The disgraced former CEO of the Mt Gox bitcoin exchange, Mark Karpeles, has defeated overwhelming odds by being found not guilty of all but one charge leveled against him by Japan prosecutors, who typically enjoy a 99% conviction rate.
The charges, which, according to CNN, included data falsification, embezzlement and aggravated breach of trust, stem from the collapse of Mt Gox in early 2015, about one year after close to $500 million dollars in bitcoins disappeared off the exchange.
Karpeles, who was convicted of and received a 4-year suspended sentence for falsifying exchange data, has maintained his innocence regarding the embezzlement charges since his arrest in 2015.
Karpeles admitted to taking personal loans out of exchange funds but maintained the 850 000 bitcoins stolen from Mt Gox were removed by hackers.
Over 30 000 investors lost money when Mt Gox collapsed.
One of them, engineer Kim Nilsson, claimed to have traced some of the bitcoins removed from the exchange to accounts held by Russian national Alexander Vinnik.
Vinnik has been in prison in Greece since July 2017 and is currently at the centre of an extradition tug-of-war between the US, France, and Russia.
The countries have alleged Vinnik conducted frauds and money laundering while administering the London-based bitcoin exchange, BTC-e.
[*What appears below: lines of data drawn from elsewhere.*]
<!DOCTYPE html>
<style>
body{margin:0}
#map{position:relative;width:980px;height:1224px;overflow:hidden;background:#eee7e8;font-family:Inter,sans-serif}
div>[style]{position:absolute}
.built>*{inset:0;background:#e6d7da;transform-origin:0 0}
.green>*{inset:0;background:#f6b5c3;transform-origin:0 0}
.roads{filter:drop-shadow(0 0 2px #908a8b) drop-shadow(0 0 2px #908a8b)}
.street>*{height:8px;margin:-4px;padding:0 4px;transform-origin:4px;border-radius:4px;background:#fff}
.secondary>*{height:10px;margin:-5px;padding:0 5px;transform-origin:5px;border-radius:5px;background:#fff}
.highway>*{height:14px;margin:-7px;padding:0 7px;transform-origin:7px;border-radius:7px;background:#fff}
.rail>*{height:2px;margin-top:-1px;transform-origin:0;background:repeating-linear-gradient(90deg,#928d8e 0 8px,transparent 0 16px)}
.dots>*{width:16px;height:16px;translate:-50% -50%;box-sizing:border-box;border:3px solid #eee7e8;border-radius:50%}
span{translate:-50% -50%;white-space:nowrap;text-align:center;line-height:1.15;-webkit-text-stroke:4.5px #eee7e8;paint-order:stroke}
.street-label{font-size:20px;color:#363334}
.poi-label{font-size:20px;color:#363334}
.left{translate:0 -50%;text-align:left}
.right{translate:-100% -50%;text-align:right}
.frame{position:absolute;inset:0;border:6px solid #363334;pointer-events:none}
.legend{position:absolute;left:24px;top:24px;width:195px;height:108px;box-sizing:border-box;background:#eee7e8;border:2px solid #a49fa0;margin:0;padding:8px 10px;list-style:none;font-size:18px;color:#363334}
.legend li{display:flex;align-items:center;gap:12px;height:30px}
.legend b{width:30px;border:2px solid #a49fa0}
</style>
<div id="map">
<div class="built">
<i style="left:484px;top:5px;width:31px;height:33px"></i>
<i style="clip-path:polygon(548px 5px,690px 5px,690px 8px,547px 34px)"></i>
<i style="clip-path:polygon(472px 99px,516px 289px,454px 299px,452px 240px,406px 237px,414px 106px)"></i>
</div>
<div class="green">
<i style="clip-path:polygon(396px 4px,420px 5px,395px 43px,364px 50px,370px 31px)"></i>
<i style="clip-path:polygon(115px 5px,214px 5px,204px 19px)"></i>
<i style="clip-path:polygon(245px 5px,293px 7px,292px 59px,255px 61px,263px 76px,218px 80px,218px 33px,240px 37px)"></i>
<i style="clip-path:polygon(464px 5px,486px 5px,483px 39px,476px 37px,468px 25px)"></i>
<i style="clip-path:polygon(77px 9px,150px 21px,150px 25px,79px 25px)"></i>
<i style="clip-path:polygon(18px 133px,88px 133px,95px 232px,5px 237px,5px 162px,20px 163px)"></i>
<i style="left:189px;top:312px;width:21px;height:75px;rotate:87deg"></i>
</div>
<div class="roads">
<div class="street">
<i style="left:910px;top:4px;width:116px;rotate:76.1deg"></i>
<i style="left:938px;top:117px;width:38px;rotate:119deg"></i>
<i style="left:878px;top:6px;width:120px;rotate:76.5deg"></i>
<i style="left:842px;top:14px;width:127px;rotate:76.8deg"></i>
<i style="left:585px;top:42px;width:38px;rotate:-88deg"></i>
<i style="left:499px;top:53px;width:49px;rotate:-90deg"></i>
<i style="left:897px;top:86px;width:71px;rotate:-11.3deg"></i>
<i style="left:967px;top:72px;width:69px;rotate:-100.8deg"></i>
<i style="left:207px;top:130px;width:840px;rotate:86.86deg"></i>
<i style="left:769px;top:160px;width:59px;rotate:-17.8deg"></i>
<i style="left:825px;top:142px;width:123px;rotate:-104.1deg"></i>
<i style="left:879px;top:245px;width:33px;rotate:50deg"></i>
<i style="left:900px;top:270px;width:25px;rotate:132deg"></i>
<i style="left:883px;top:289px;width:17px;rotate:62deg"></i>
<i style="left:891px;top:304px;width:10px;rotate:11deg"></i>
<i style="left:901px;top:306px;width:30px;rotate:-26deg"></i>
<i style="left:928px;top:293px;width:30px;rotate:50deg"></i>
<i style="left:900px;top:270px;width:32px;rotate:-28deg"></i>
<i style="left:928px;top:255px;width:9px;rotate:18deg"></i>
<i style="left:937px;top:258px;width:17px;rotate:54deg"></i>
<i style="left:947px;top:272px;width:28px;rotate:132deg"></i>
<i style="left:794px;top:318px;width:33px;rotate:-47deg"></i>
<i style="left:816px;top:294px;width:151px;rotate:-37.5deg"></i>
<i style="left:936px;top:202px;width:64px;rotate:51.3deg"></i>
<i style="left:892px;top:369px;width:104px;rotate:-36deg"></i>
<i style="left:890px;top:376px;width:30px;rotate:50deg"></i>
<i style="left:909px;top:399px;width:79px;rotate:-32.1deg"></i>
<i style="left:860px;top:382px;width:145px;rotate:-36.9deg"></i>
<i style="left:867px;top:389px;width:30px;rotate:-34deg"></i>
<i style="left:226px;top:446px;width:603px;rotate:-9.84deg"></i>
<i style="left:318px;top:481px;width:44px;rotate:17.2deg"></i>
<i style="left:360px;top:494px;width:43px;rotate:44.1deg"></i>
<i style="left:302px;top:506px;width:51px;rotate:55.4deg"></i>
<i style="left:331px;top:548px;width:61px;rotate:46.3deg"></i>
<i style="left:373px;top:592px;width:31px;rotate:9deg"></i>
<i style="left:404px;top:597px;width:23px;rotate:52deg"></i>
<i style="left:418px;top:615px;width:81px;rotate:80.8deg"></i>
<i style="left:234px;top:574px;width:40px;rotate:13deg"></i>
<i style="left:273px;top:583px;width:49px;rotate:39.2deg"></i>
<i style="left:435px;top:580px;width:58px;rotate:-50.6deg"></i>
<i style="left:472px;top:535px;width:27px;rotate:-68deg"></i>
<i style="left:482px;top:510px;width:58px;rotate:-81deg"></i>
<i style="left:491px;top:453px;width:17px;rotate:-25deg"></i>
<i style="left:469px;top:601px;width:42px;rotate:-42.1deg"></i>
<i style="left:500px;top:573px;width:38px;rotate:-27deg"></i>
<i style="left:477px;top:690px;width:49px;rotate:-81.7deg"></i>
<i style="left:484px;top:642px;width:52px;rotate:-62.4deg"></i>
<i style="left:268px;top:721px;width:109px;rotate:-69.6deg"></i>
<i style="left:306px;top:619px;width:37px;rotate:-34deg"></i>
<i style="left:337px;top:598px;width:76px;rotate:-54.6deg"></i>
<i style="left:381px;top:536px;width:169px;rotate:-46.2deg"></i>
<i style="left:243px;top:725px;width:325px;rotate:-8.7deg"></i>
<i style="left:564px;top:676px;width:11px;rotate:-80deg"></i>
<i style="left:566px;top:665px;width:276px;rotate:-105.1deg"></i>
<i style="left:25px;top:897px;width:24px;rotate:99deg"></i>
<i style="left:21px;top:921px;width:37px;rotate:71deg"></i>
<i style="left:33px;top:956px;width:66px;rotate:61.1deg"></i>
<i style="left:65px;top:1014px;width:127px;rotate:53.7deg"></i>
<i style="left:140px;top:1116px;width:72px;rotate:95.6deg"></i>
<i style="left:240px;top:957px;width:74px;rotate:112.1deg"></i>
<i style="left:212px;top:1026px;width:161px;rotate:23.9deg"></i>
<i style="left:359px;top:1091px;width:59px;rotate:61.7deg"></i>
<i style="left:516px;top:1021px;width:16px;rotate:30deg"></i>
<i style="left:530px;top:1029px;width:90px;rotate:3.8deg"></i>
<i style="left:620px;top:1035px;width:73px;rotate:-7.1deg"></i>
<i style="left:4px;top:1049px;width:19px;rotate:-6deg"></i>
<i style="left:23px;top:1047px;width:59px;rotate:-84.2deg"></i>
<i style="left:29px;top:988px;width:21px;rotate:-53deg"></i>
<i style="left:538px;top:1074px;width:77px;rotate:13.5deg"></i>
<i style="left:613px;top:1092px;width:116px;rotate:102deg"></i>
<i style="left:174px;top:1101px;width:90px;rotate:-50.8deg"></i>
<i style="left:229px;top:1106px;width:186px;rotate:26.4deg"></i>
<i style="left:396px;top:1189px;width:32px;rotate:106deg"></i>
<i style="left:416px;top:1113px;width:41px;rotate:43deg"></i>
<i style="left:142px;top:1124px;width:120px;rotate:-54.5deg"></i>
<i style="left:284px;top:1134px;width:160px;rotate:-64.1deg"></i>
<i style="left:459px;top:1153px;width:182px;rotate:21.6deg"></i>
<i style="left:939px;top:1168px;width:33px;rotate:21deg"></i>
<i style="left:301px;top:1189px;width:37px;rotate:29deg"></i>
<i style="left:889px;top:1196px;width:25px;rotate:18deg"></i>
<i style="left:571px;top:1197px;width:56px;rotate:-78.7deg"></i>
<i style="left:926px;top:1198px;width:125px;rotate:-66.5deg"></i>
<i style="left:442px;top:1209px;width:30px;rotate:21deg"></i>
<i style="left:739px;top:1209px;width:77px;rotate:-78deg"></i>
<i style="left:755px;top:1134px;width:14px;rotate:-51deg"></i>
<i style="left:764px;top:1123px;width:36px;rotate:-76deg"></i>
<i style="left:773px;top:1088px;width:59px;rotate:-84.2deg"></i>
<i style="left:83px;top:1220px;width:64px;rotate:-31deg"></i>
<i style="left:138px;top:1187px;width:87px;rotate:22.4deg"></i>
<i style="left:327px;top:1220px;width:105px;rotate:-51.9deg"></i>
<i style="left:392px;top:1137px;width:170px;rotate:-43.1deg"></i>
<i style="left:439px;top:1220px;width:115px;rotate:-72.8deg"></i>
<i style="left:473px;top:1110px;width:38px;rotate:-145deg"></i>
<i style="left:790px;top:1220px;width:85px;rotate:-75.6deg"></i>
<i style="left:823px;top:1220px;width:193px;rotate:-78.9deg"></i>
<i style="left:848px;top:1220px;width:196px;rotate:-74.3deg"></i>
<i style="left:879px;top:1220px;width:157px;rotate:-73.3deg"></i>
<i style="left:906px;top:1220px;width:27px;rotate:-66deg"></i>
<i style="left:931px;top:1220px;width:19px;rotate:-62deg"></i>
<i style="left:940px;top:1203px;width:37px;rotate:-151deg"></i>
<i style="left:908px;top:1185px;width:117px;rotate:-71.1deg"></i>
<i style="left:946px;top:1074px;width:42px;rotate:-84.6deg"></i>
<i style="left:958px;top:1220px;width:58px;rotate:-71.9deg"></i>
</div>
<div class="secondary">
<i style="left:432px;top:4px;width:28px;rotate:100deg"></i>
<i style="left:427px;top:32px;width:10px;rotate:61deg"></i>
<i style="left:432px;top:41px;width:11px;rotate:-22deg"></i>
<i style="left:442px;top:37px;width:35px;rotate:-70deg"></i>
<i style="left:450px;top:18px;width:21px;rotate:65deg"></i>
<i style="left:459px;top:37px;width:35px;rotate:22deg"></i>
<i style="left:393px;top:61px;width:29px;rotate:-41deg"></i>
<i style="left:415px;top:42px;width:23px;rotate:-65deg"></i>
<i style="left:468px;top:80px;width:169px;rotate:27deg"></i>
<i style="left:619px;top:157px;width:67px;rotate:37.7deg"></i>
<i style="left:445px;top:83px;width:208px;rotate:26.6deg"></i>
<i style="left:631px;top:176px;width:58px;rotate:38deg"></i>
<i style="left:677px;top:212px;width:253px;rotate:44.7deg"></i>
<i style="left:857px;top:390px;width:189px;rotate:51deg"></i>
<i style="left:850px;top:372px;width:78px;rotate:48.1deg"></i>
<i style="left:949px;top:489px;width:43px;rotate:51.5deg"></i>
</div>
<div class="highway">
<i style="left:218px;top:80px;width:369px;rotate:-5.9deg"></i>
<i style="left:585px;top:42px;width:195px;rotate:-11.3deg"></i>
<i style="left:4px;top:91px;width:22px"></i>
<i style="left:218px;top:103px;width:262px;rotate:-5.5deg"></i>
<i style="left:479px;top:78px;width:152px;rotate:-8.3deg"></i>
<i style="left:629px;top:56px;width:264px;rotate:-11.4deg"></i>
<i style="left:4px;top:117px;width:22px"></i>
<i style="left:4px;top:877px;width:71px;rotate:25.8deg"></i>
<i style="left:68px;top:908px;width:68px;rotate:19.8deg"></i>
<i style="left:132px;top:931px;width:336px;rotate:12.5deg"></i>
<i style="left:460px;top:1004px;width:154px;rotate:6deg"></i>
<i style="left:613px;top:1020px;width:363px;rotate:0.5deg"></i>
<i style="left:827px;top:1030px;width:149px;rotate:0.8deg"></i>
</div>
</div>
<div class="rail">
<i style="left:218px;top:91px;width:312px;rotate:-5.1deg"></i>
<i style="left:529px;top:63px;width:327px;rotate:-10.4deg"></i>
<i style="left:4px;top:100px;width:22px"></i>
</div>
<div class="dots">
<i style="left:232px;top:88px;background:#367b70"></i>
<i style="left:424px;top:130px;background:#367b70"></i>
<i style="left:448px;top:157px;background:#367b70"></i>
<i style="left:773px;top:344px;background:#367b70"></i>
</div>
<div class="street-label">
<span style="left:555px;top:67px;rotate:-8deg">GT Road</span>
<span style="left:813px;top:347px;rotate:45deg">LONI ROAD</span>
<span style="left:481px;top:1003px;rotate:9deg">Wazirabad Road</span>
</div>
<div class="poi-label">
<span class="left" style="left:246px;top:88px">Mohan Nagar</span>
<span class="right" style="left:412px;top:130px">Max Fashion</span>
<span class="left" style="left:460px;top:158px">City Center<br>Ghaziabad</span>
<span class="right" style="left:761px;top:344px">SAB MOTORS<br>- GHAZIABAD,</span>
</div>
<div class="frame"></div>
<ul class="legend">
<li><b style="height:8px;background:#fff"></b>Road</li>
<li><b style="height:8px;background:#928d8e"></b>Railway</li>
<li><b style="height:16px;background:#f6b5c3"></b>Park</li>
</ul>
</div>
American officials reportedly also believe Vinnik may have processed some of the bitcoins used by Russian intelligence to fund Russian interference in the 2016 American presidential election.
Karpeles’ extraordinary acquittal on the embezzlement charges means he will spend no additional time in jail as long as he avoids criminal activity/arrest for the next four years.
Karpeles spent 11 months in Japan prisons and has claimed he was interrogated by Japanese for 50 days straight following his arrest.
Although Karpeles has been exonerated regarding the embezzlement, he will likely be remembered for general incompetence and disregard.
Karpeles reportedly falsified records at Mt Gox in order to fund his party lifestyle and provide temporary solvency to the exchange as it struggled to cover operating expenses.
A former Mt. Gox employee has also described the Mt Gox’s trading platform software as “spaghetti code,” and Karpeles has been accused of spending more time trying to establish a bitcoin-friendly French restaurant in Tokyo than attending to the exchange affairs as it collapsed.